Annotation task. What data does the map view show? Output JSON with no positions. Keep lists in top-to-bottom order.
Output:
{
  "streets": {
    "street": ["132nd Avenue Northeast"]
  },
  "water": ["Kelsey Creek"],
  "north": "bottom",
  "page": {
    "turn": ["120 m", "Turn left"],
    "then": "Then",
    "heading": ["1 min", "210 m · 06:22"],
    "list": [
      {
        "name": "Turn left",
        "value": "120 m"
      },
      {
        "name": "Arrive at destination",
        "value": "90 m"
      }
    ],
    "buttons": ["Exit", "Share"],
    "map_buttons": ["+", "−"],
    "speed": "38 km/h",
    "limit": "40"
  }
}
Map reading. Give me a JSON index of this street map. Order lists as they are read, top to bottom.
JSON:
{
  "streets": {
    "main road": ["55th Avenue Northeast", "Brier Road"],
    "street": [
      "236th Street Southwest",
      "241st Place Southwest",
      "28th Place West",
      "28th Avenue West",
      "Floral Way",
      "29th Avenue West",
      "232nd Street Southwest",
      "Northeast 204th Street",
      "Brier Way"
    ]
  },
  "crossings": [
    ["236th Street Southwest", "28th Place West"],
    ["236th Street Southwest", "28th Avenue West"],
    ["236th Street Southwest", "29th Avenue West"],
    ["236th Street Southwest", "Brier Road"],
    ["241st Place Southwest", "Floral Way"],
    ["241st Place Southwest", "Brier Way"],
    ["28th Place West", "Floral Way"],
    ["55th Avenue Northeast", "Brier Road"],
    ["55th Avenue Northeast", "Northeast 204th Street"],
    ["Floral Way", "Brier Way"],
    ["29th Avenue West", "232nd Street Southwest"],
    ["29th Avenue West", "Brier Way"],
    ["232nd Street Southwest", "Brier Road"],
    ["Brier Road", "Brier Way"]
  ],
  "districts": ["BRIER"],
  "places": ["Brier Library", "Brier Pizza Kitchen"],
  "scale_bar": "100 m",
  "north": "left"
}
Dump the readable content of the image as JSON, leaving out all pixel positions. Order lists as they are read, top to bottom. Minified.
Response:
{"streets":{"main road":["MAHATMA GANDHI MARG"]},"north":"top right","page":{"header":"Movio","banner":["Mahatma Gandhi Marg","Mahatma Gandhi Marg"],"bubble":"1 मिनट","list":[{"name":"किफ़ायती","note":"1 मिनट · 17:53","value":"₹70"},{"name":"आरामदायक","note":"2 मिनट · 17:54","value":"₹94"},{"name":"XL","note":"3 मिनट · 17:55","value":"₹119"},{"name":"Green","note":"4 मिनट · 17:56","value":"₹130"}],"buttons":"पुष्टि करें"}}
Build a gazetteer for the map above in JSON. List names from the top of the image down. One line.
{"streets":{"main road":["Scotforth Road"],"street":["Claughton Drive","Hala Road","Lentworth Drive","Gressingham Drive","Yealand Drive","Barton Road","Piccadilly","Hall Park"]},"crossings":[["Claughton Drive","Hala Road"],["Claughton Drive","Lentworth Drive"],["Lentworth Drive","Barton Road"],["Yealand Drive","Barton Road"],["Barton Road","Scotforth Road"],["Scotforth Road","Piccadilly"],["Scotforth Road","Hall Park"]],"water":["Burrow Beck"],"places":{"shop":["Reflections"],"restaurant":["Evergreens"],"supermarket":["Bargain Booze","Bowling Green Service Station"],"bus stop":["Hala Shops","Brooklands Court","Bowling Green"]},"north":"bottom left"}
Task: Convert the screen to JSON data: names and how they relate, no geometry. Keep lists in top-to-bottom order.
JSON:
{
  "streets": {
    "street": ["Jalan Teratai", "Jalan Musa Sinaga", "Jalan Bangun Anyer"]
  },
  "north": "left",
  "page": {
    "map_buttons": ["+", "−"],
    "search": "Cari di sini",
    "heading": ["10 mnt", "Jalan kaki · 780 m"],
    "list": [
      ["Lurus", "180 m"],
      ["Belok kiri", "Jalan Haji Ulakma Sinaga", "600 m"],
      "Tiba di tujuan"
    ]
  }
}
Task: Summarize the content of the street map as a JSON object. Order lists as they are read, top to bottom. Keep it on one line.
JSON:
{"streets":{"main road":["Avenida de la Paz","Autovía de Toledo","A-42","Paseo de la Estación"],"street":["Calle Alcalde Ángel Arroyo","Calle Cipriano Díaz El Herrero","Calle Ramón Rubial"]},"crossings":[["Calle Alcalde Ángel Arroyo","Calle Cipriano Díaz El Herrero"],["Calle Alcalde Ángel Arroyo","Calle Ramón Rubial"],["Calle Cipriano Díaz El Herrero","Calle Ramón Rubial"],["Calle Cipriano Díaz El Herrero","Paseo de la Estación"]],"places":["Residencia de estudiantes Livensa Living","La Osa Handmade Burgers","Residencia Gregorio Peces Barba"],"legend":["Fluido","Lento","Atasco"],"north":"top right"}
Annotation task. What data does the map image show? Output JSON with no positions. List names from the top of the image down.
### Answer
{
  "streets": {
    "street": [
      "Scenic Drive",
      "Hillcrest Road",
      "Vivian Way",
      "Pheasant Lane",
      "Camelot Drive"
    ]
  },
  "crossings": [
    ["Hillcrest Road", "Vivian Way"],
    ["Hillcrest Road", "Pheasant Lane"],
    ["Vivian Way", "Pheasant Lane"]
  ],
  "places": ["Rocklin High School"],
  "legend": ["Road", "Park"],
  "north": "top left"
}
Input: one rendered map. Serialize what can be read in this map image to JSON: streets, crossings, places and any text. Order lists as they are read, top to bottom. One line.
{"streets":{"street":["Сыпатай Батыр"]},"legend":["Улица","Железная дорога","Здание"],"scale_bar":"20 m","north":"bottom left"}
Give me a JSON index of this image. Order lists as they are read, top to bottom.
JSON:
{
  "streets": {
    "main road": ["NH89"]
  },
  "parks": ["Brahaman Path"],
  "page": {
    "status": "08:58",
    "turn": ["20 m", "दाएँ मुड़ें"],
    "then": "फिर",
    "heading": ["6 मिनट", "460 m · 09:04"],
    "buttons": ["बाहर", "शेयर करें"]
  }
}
-------------------------
Go through the material above line by line and tally each one holding "Keep"; give the tally and nothing else.

YOUR SOLUTION | 3